North Sentinel Island is a small island in the Andaman Island chain of India, which has some fame as one of the last locations on earth of so-called “uncontacted people”. North Sentinel Island is a square, relatively flat, and forested island, which according to google maps is around 7 km by 7 km, and adding to a total area of 59 km (the discrepancy is probably due to how the high tide line is computed). This gives us an almost perfect comparison for the size of North Sentinel Island, because Manhattan Island also has an area of 59 km.
According to the same Indian Government publication, the population of North Sentinel Island was 39 people, but that is obviously just an estimate.
The North Sentinelese people are a group of the Andamanese Islanders, a group that has mostly been assimilated into the various groups that have settled in the Andaman Islands, most recently the Indians. There are few Andamenese speakers left, and the North Sentinel Island are the only place where the original inhabitants of the islands live in their traditional way.

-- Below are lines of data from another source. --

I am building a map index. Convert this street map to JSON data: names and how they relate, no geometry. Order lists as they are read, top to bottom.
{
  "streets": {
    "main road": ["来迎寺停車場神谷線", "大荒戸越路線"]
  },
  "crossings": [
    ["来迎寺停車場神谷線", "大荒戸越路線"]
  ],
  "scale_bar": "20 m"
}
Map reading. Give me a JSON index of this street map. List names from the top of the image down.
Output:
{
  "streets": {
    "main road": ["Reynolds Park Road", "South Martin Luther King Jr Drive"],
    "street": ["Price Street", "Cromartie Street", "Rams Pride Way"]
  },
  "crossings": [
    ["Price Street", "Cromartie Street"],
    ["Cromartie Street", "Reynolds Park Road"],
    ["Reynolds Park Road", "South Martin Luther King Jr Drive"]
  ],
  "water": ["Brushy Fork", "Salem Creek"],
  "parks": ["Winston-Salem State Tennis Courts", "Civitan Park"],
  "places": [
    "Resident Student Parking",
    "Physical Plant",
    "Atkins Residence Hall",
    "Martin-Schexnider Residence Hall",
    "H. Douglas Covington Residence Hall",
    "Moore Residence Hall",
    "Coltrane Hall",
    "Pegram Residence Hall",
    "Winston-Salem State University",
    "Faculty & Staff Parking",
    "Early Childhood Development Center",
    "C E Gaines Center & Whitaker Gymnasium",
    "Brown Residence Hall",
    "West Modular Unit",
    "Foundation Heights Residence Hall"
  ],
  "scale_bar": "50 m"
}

North Sentinel Island is about 20 miles from the mainland of the Andamenese Islands. Port Blair, a modern city with resort hotels and tourist attractions, is a few miles further away. The Andaman Islands, compared to other places in the Indian Ocean, are a bit of a backwater, but the Indian Ocean in general has been well-trafficed for centuries, possibly millenia. The Romans and Greeks were sailing to the Malay Peninsula by the 1st century AD. Around the same time, people from Sumatra sailed all the way to Madagascar to settle it. The Indian Ocean has been widely crossed by long distance voyages for a long time, and the idea that an area would be “uncontacted” is a little strange.
Which isn't to suggest that the North Sentinelese are the descendants of a Roman shipwreck or that Chinese diplomats were visiting regularly, but the idea that the North Sentinelese were “uncontacted”, that they were isolated and didn't even have vague notions of the outside world would seem to be hard to reconcile with the active history of sea-trade around the Andaman Islands. For that matter, the North Sentinelese couldn't have existed as a small group on an island a few miles on a side for thousands or hundreds of years: they were presumably refreshed genetically by exogamy with other groups on the Andaman Islands.
While the North Sentinelese are obviously an isolated group, the idea of them being “uncontacted” seems to derive from an ethnocentric notion that before the European “Age of Exploration”, the peoples of the world were fixed in place and static. But people have been trading and contacting each other for thousand of years, and the North Sentinelese are probably not an exception to that.